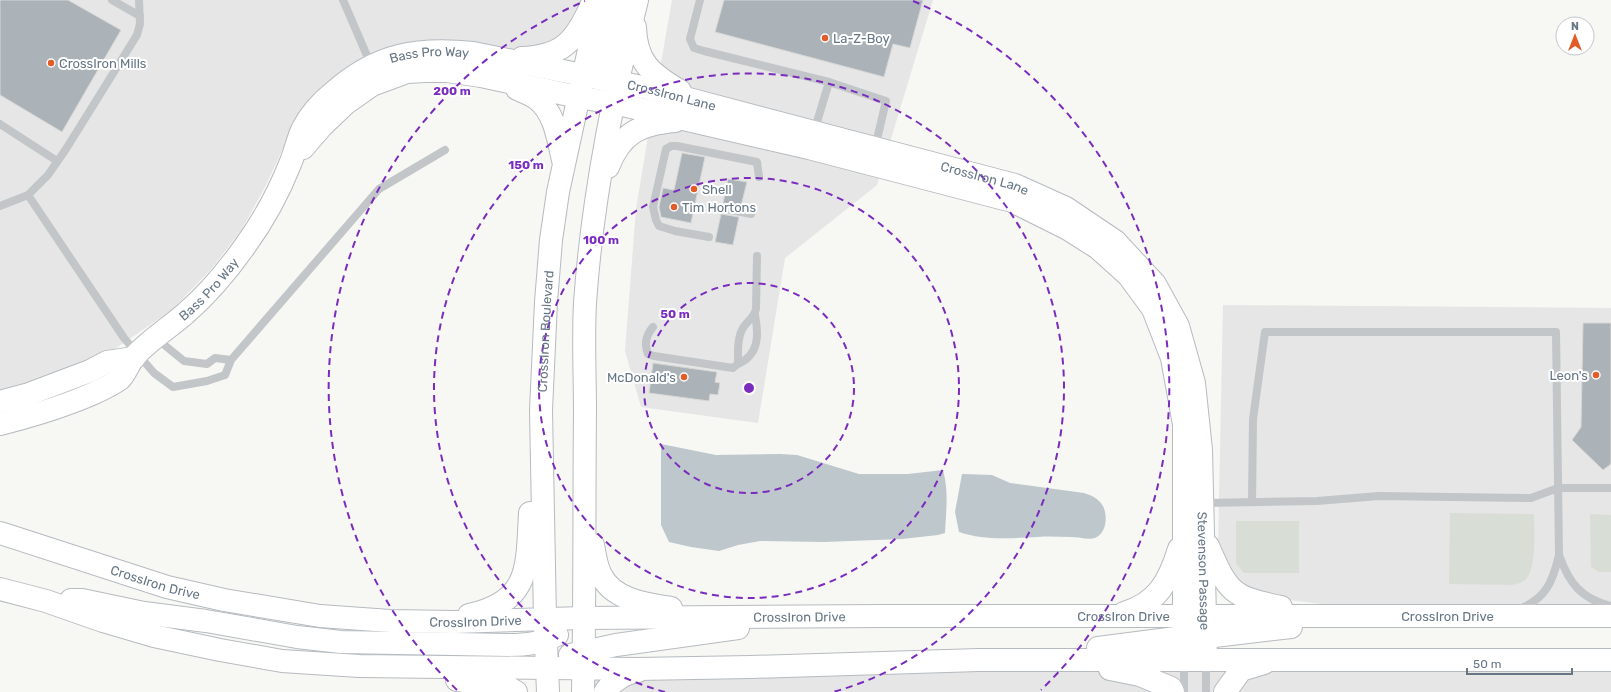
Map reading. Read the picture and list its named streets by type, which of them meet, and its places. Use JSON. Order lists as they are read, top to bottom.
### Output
{
  "streets": {
    "main road": [
      "Bass Pro Way",
      "CrossIron Lane",
      "CrossIron Boulevard",
      "Stevenson Passage",
      "CrossIron Drive"
    ]
  },
  "crossings": [
    ["Bass Pro Way", "CrossIron Lane"],
    ["Bass Pro Way", "CrossIron Boulevard"],
    ["CrossIron Lane", "CrossIron Boulevard"],
    ["CrossIron Lane", "Stevenson Passage"],
    ["CrossIron Boulevard", "CrossIron Drive"],
    ["Stevenson Passage", "CrossIron Drive"]
  ],
  "places": [
    "La-Z-Boy",
    "CrossIron Mills",
    "Shell",
    "Tim Hortons",
    "Leon's",
    "McDonald's"
  ],
  "scale_bar": "50 m",
  "north": "top",
  "rings": [
    "200 m",
    "150 m",
    "100 m",
    "50 m"
  ]
}
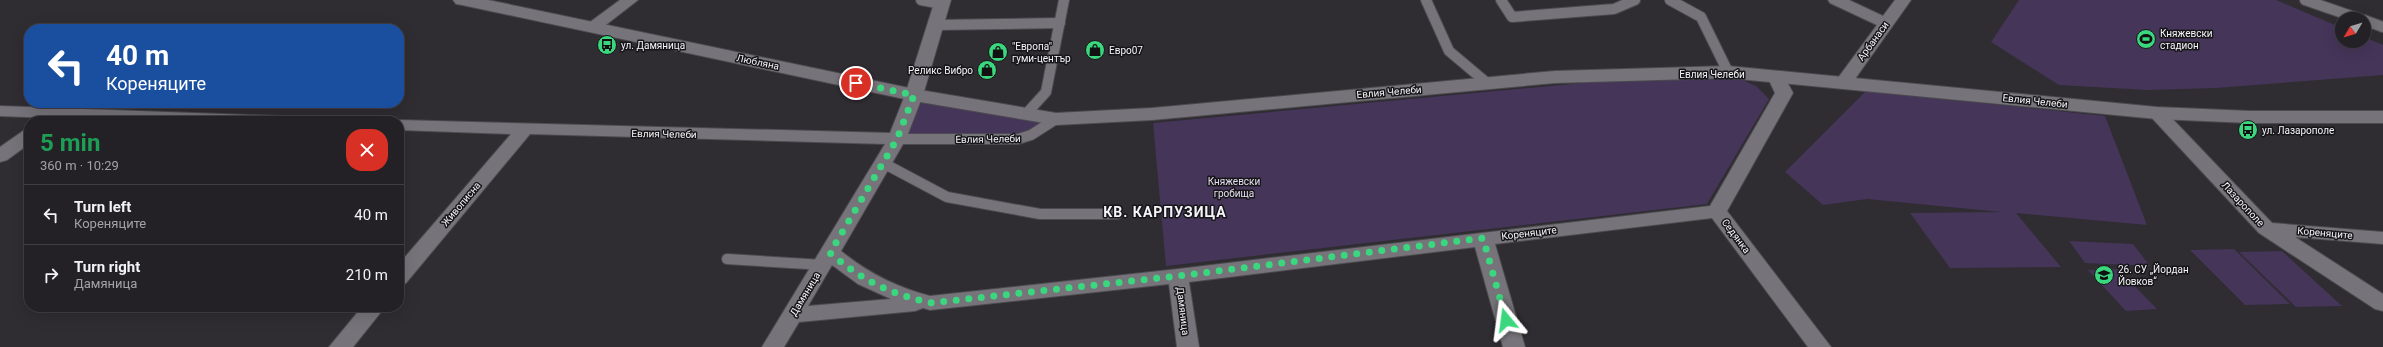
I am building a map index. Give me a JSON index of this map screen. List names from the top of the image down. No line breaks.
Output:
{"streets":{"street":["Арбанаси","Любляна","Евлия Челеби","Живописна","Лазарополе","Кореняците","Седянка","Дамяница"]},"crossings":[["Арбанаси","Евлия Челеби"],["Любляна","Евлия Челеби"],["Любляна","Дамяница"],["Евлия Челеби","Живописна"],["Евлия Челеби","Лазарополе"],["Евлия Челеби","Седянка"],["Евлия Челеби","Дамяница"],["Лазарополе","Кореняците"],["Кореняците","Седянка"],["Кореняците","Дамяница"]],"districts":["КВ. КАРПУЗИЦА"],"parks":["Княжевски гробища"],"places":{"sports":["Княжевски стадион"],"bus stop":["ул. Дамяница","ул. Лазарополе"],"shop":["Евро07","\"Европа\" гуми-център","Реликс Вибро"],"school or university":["26. СУ „Йордан Йовков“"]},"north":"bottom left","page":{"turn":["40 m","Кореняците"],"heading":["5 min","360 m · 10:29"],"list":[{"name":"Turn left","note":"Кореняците","value":"40 m"},{"name":"Turn right","note":"Дамяница","value":"210 m"}]}}
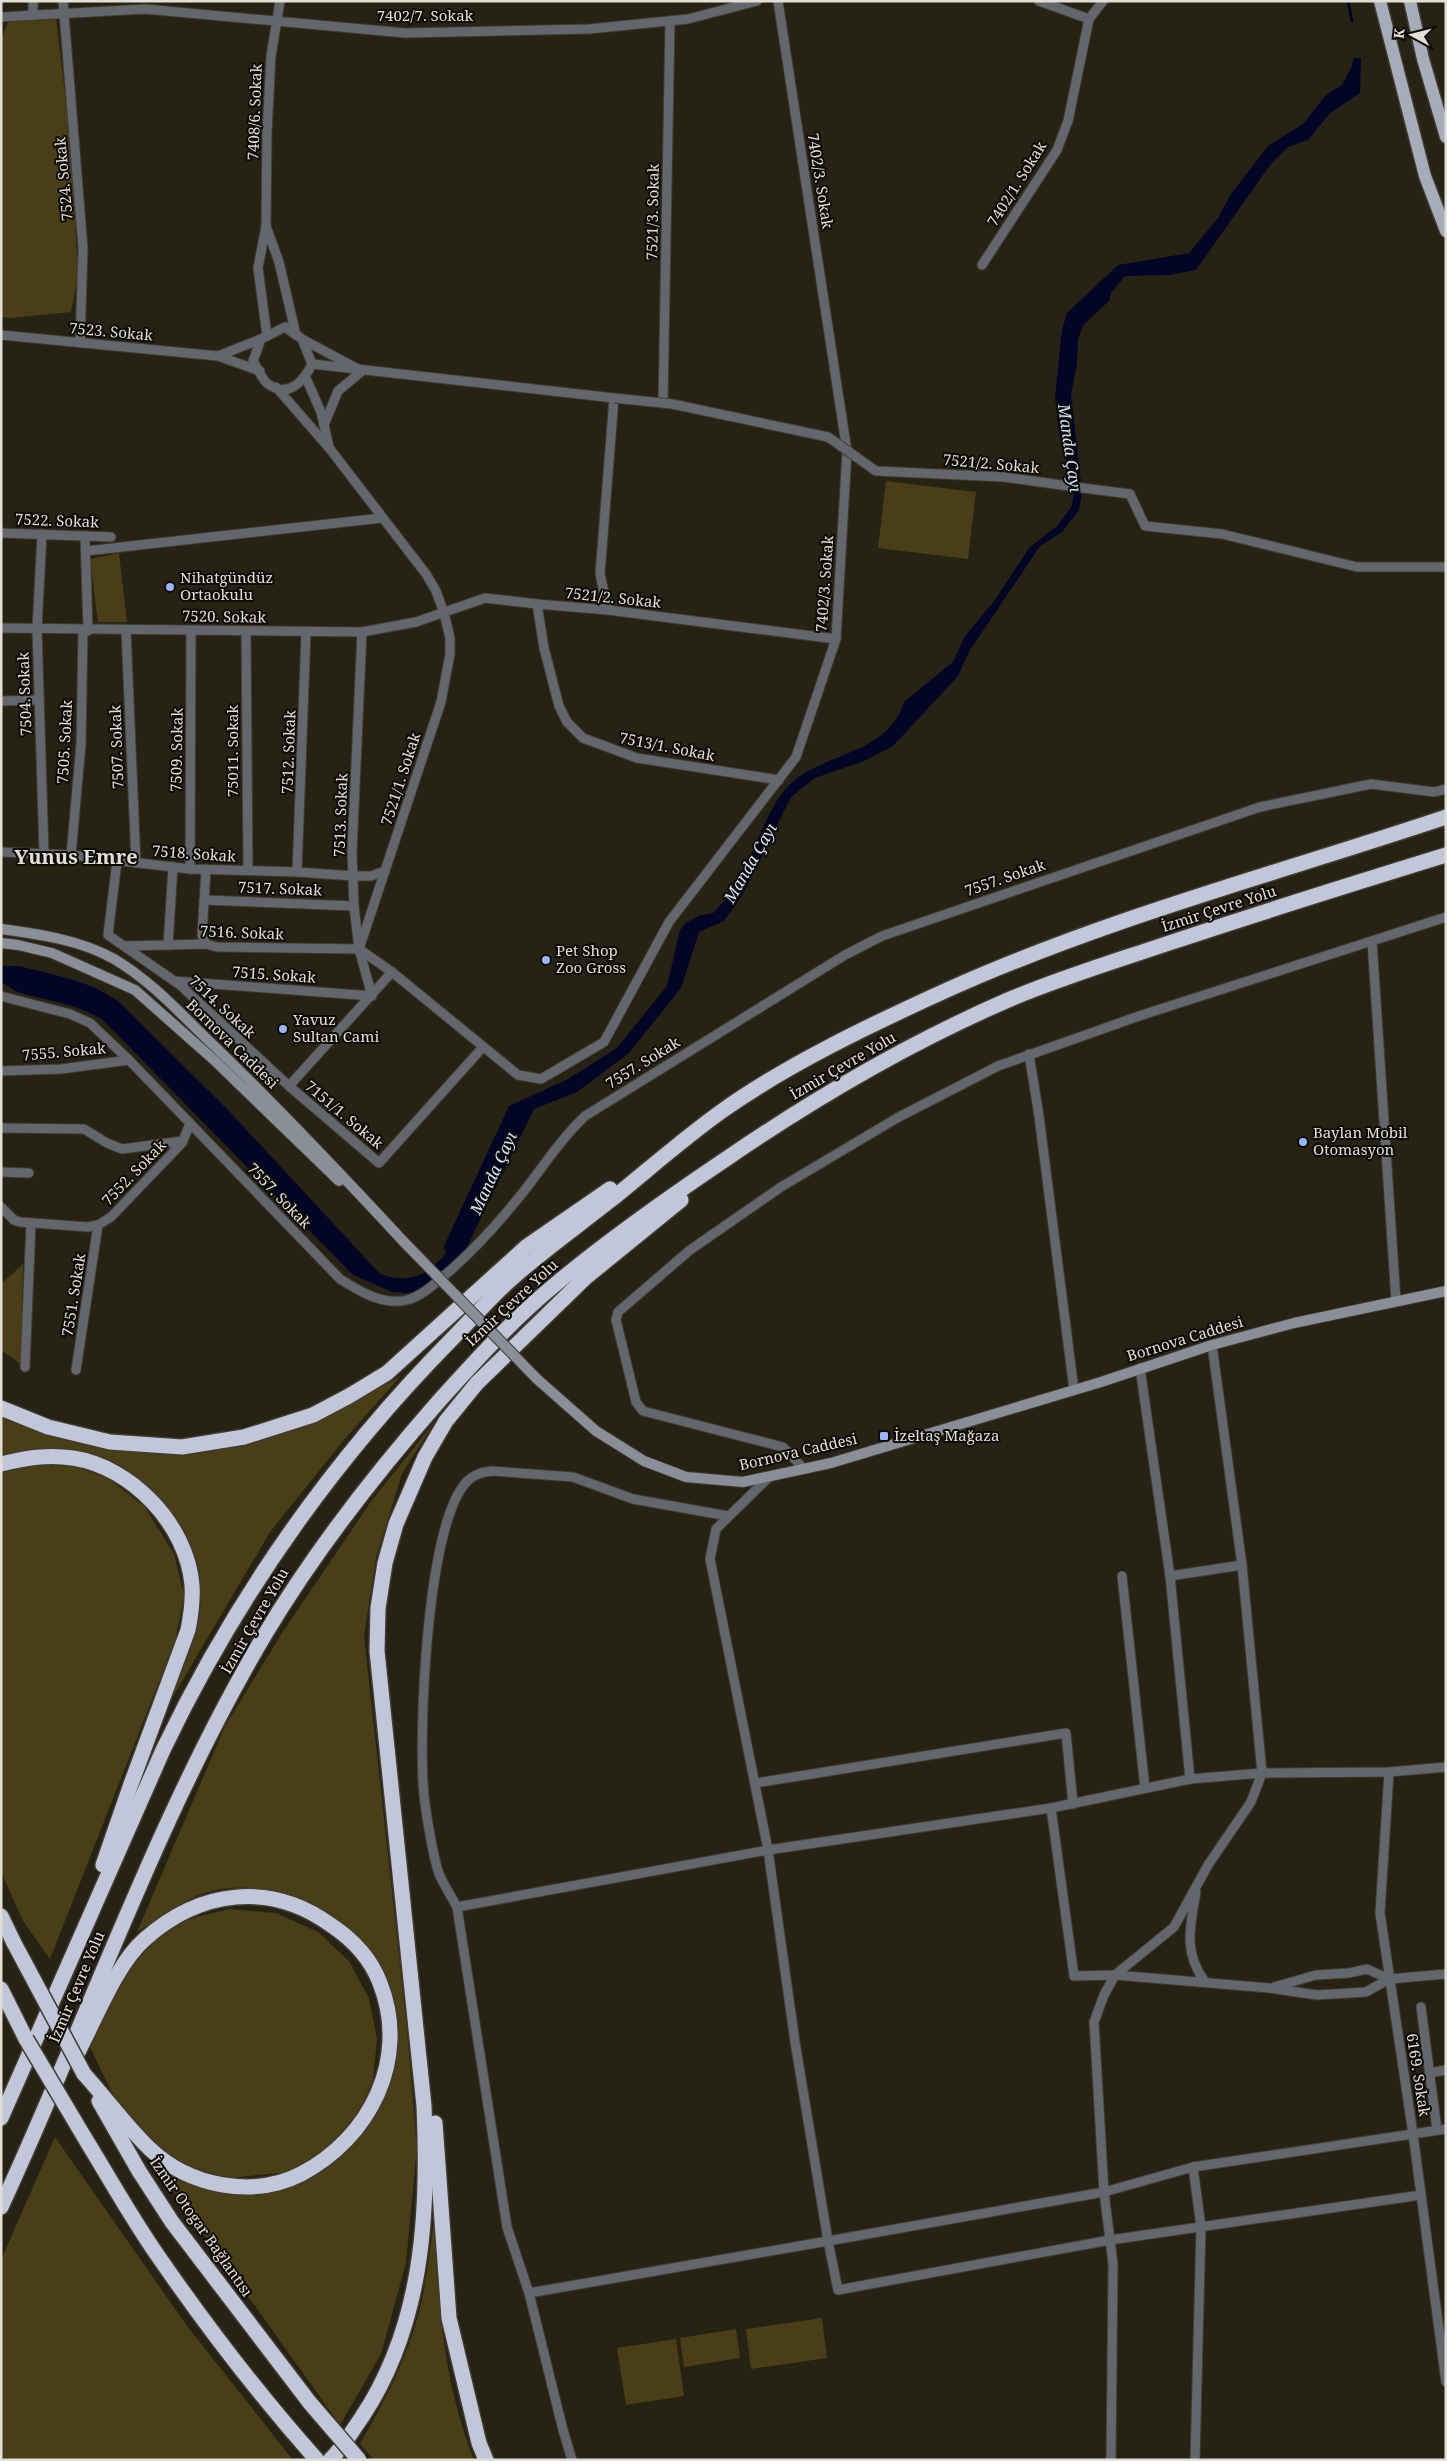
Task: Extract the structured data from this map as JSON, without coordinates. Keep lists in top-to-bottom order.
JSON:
{
  "streets": {
    "highway": ["İzmir Çevre Yolu", "İzmir Otogar Bağlantısı"],
    "main road": ["Bornova Caddesi"],
    "street": [
      "7402/7. Sokak",
      "7408/6. Sokak",
      "7524. Sokak",
      "7402/3. Sokak",
      "7402/1. Sokak",
      "7521/3. Sokak",
      "7523. Sokak",
      "7521/2. Sokak",
      "7522. Sokak",
      "7520. Sokak",
      "7504. Sokak",
      "7505. Sokak",
      "7507. Sokak",
      "7513/1. Sokak",
      "7509. Sokak",
      "75011. Sokak",
      "7512. Sokak",
      "7521/1. Sokak",
      "7513. Sokak",
      "7518. Sokak",
      "7557. Sokak",
      "7517. Sokak",
      "7516. Sokak",
      "7515. Sokak",
      "7514. Sokak",
      "7555. Sokak",
      "7151/1. Sokak",
      "7552. Sokak",
      "7551. Sokak",
      "6169. Sokak"
    ]
  },
  "crossings": [
    ["7402/7. Sokak", "7408/6. Sokak"],
    ["7402/7. Sokak", "7524. Sokak"],
    ["7402/7. Sokak", "7521/3. Sokak"],
    ["7524. Sokak", "7523. Sokak"],
    ["7402/3. Sokak", "7521/2. Sokak"],
    ["7402/3. Sokak", "7513/1. Sokak"],
    ["7402/3. Sokak", "7151/1. Sokak"],
    ["7521/3. Sokak", "7521/2. Sokak"],
    ["7521/2. Sokak", "7513/1. Sokak"],
    ["7521/2. Sokak", "7521/1. Sokak"],
    ["7522. Sokak", "7504. Sokak"],
    ["7522. Sokak", "7505. Sokak"],
    ["7520. Sokak", "7504. Sokak"],
    ["7520. Sokak", "7505. Sokak"],
    ["7520. Sokak", "7507. Sokak"],
    ["7520. Sokak", "7509. Sokak"],
    ["7520. Sokak", "75011. Sokak"],
    ["7520. Sokak", "7512. Sokak"],
    ["7520. Sokak", "7521/1. Sokak"],
    ["7520. Sokak", "7513. Sokak"],
    ["7504. Sokak", "7518. Sokak"],
    ["7505. Sokak", "7518. Sokak"],
    ["7507. Sokak", "7518. Sokak"],
    ["7509. Sokak", "7518. Sokak"],
    ["75011. Sokak", "7518. Sokak"],
    ["7512. Sokak", "7518. Sokak"],
    ["7521/1. Sokak", "7513. Sokak"],
    ["7521/1. Sokak", "7518. Sokak"],
    ["7521/1. Sokak", "7516. Sokak"],
    ["7513. Sokak", "7518. Sokak"],
    ["7513. Sokak", "7517. Sokak"],
    ["7513. Sokak", "7516. Sokak"],
    ["7513. Sokak", "7515. Sokak"],
    ["7513. Sokak", "7151/1. Sokak"],
    ["7518. Sokak", "7514. Sokak"],
    ["7557. Sokak", "7555. Sokak"],
    ["7557. Sokak", "7552. Sokak"],
    ["7516. Sokak", "7514. Sokak"],
    ["7515. Sokak", "7514. Sokak"],
    ["7515. Sokak", "7151/1. Sokak"],
    ["7514. Sokak", "7151/1. Sokak"],
    ["7552. Sokak", "7551. Sokak"]
  ],
  "districts": ["Yunus Emre"],
  "water": ["Manda Çayı"],
  "places": {
    "other": [
      "Nihatgündüz Ortaokulu",
      "Pet Shop Zoo Gross",
      "Yavuz Sultan Cami",
      "Baylan Mobil Otomasyon"
    ],
    "transit": ["İzeltaş Mağaza"]
  },
  "north": "left"
}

# # # # # # #

> AIM OF THE TASK
In your copy, repeat each record exactly and include no pictures.

> RESULT OF THIS TASK
Map reading. Read the picture and list its named streets by type, which of them meet, and its places. Use JSON. Order lists as they are read, top to bottom.
### Output
{
  "streets": {
    "main road": [
      "Bass Pro Way",
      "CrossIron Lane",
      "CrossIron Boulevard",
      "Stevenson Passage",
      "CrossIron Drive"
    ]
  },
  "crossings": [
    ["Bass Pro Way", "CrossIron Lane"],
    ["Bass Pro Way", "CrossIron Boulevard"],
    ["CrossIron Lane", "CrossIron Boulevard"],
    ["CrossIron Lane", "Stevenson Passage"],
    ["CrossIron Boulevard", "CrossIron Drive"],
    ["Stevenson Passage", "CrossIron Drive"]
  ],
  "places": [
    "La-Z-Boy",
    "CrossIron Mills",
    "Shell",
    "Tim Hortons",
    "Leon's",
    "McDonald's"
  ],
  "scale_bar": "50 m",
  "north": "top",
  "rings": [
    "200 m",
    "150 m",
    "100 m",
    "50 m"
  ]
}
I am building a map index. Give me a JSON index of this map screen. List names from the top of the image down. No line breaks.
Output:
{"streets":{"street":["Арбанаси","Любляна","Евлия Челеби","Живописна","Лазарополе","Кореняците","Седянка","Дамяница"]},"crossings":[["Арбанаси","Евлия Челеби"],["Любляна","Евлия Челеби"],["Любляна","Дамяница"],["Евлия Челеби","Живописна"],["Евлия Челеби","Лазарополе"],["Евлия Челеби","Седянка"],["Евлия Челеби","Дамяница"],["Лазарополе","Кореняците"],["Кореняците","Седянка"],["Кореняците","Дамяница"]],"districts":["КВ. КАРПУЗИЦА"],"parks":["Княжевски гробища"],"places":{"sports":["Княжевски стадион"],"bus stop":["ул. Дамяница","ул. Лазарополе"],"shop":["Евро07","\"Европа\" гуми-център","Реликс Вибро"],"school or university":["26. СУ „Йордан Йовков“"]},"north":"bottom left","page":{"turn":["40 m","Кореняците"],"heading":["5 min","360 m · 10:29"],"list":[{"name":"Turn left","note":"Кореняците","value":"40 m"},{"name":"Turn right","note":"Дамяница","value":"210 m"}]}}
Task: Extract the structured data from this map as JSON, without coordinates. Keep lists in top-to-bottom order.
JSON:
{
  "streets": {
    "highway": ["İzmir Çevre Yolu", "İzmir Otogar Bağlantısı"],
    "main road": ["Bornova Caddesi"],
    "street": [
      "7402/7. Sokak",
      "7408/6. Sokak",
      "7524. Sokak",
      "7402/3. Sokak",
      "7402/1. Sokak",
      "7521/3. Sokak",
      "7523. Sokak",
      "7521/2. Sokak",
      "7522. Sokak",
      "7520. Sokak",
      "7504. Sokak",
      "7505. Sokak",
      "7507. Sokak",
      "7513/1. Sokak",
      "7509. Sokak",
      "75011. Sokak",
      "7512. Sokak",
      "7521/1. Sokak",
      "7513. Sokak",
      "7518. Sokak",
      "7557. Sokak",
      "7517. Sokak",
      "7516. Sokak",
      "7515. Sokak",
      "7514. Sokak",
      "7555. Sokak",
      "7151/1. Sokak",
      "7552. Sokak",
      "7551. Sokak",
      "6169. Sokak"
    ]
  },
  "crossings": [
    ["7402/7. Sokak", "7408/6. Sokak"],
    ["7402/7. Sokak", "7524. Sokak"],
    ["7402/7. Sokak", "7521/3. Sokak"],
    ["7524. Sokak", "7523. Sokak"],
    ["7402/3. Sokak", "7521/2. Sokak"],
    ["7402/3. Sokak", "7513/1. Sokak"],
    ["7402/3. Sokak", "7151/1. Sokak"],
    ["7521/3. Sokak", "7521/2. Sokak"],
    ["7521/2. Sokak", "7513/1. Sokak"],
    ["7521/2. Sokak", "7521/1. Sokak"],
    ["7522. Sokak", "7504. Sokak"],
    ["7522. Sokak", "7505. Sokak"],
    ["7520. Sokak", "7504. Sokak"],
    ["7520. Sokak", "7505. Sokak"],
    ["7520. Sokak", "7507. Sokak"],
    ["7520. Sokak", "7509. Sokak"],
    ["7520. Sokak", "75011. Sokak"],
    ["7520. Sokak", "7512. Sokak"],
    ["7520. Sokak", "7521/1. Sokak"],
    ["7520. Sokak", "7513. Sokak"],
    ["7504. Sokak", "7518. Sokak"],
    ["7505. Sokak", "7518. Sokak"],
    ["7507. Sokak", "7518. Sokak"],
    ["7509. Sokak", "7518. Sokak"],
    ["75011. Sokak", "7518. Sokak"],
    ["7512. Sokak", "7518. Sokak"],
    ["7521/1. Sokak", "7513. Sokak"],
    ["7521/1. Sokak", "7518. Sokak"],
    ["7521/1. Sokak", "7516. Sokak"],
    ["7513. Sokak", "7518. Sokak"],
    ["7513. Sokak", "7517. Sokak"],
    ["7513. Sokak", "7516. Sokak"],
    ["7513. Sokak", "7515. Sokak"],
    ["7513. Sokak", "7151/1. Sokak"],
    ["7518. Sokak", "7514. Sokak"],
    ["7557. Sokak", "7555. Sokak"],
    ["7557. Sokak", "7552. Sokak"],
    ["7516. Sokak", "7514. Sokak"],
    ["7515. Sokak", "7514. Sokak"],
    ["7515. Sokak", "7151/1. Sokak"],
    ["7514. Sokak", "7151/1. Sokak"],
    ["7552. Sokak", "7551. Sokak"]
  ],
  "districts": ["Yunus Emre"],
  "water": ["Manda Çayı"],
  "places": {
    "other": [
      "Nihatgündüz Ortaokulu",
      "Pet Shop Zoo Gross",
      "Yavuz Sultan Cami",
      "Baylan Mobil Otomasyon"
    ],
    "transit": ["İzeltaş Mağaza"]
  },
  "north": "left"
}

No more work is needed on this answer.